Consider I have a struct Person with a property "name". Why changing the name property results in a new memory address?

struct Person {
    var name = "Alex"
}

var person = Person()
withUnsafePointer(to: person) { print($0)
} // 0x000000016fdff248

person.name = "John"
withUnsafePointer(to: person) { print($0)
} // 0x000000016fdff208

CodePudding user response：

You're calling the wrong version of withUnsafePointer(to:). If you call the right one, it behaves as you expect (though it is not promised to do so). The one you're calling is:

func withUnsafePointer<T, Result>(to value: T, _ body: (UnsafePointer<T>) throws -> Result) rethrows -> Result

That passes a copy of value to the function. It doesn't even require that there be memory allocated; it'll allocate memory itself to ensure that there's something to point to:

// Who needs a variable?
withUnsafePointer(to: 4) { print($0) }  // 0x000000016fdff348 
withUnsafePointer(to: 4) { print($0) }  // 0x000000016fdff340

But there's also an inout version of this function, and I expect it's what you really meant to call:

func withUnsafePointer<T, Result>(to value: inout T, _ body: (UnsafePointer<T>) throws -> Result) rethrows -> Result

That expects a reference to the value. Note the use of & here, and that it behaves as you're expecting:

var person = Person()
withUnsafePointer(to: &person) { print($0) } // 0x0000000100008018

person.name = "John"
withUnsafePointer(to: &person) { print($0) } // 0x0000000100008018

Do not read too much into this.
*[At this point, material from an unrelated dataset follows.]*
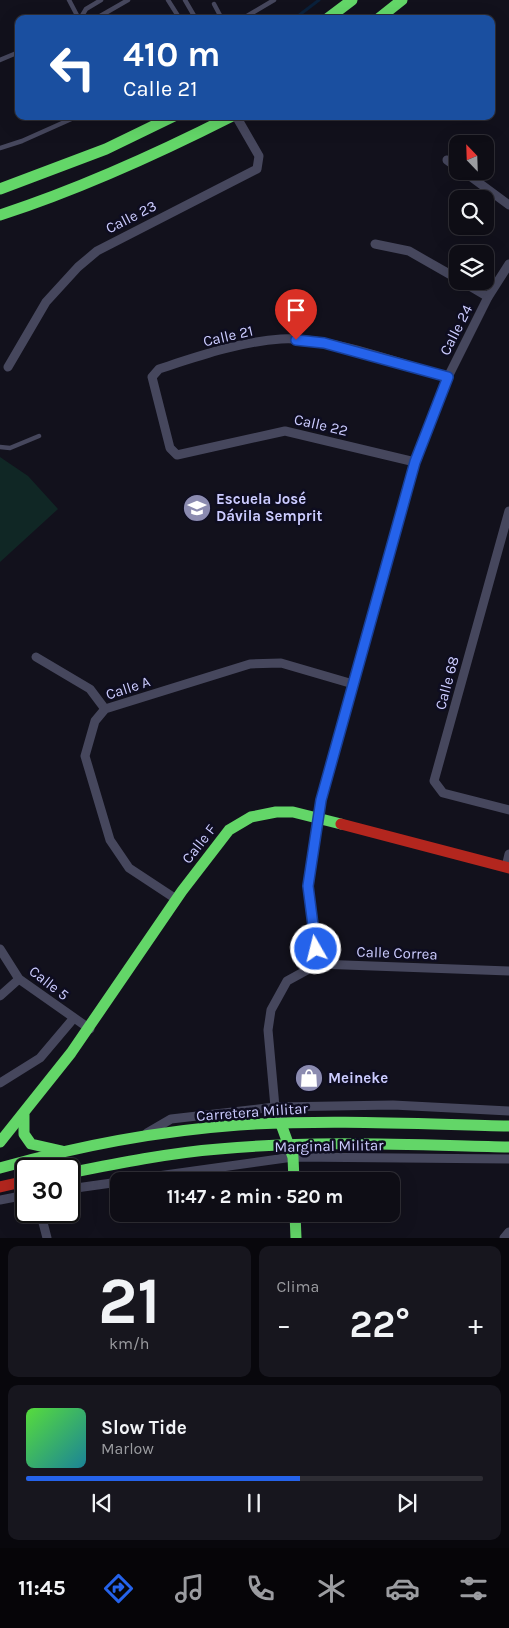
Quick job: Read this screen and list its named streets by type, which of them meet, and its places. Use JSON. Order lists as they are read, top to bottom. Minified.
{"streets":{"main road":["Calle F","Carretera Militar"],"street":["Calle 23","Calle 24","Calle 21","Calle 22","Calle 68","Calle A","Calle Correa","Calle 5","Marginal Militar"]},"crossings":[["Calle 24","Calle 21"],["Calle 24","Calle 22"],["Calle 24","Calle A"],["Calle 24","Calle F"],["Calle 24","Calle Correa"],["Calle 21","Calle 22"],["Calle A","Calle F"],["Calle F","Calle 5"]],"places":{"school or university":["Escuela José Dávila Semprit"],"shop":["Meineke"]},"north":"top left","page":{"turn":["410 m","Calle 21"],"limit":"30","trip":"11:47 · 2 min · 520 m","tile":[["21","km/h"],"Clima"],"heat":["−","22°","+"],"song":["Slow Tide","Marlow"],"tabs":"11:45"}}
The compiler does not promise stable addresses except in very specific cases as MartinR noted. There is no safe way to hold onto a pointer to a struct (and references are not quite the same thing as pointers in any case). Structs are not even promised to allocate memory. Every Int is a struct, after all. But if you use the inout version of this call, I think the mystery disappears.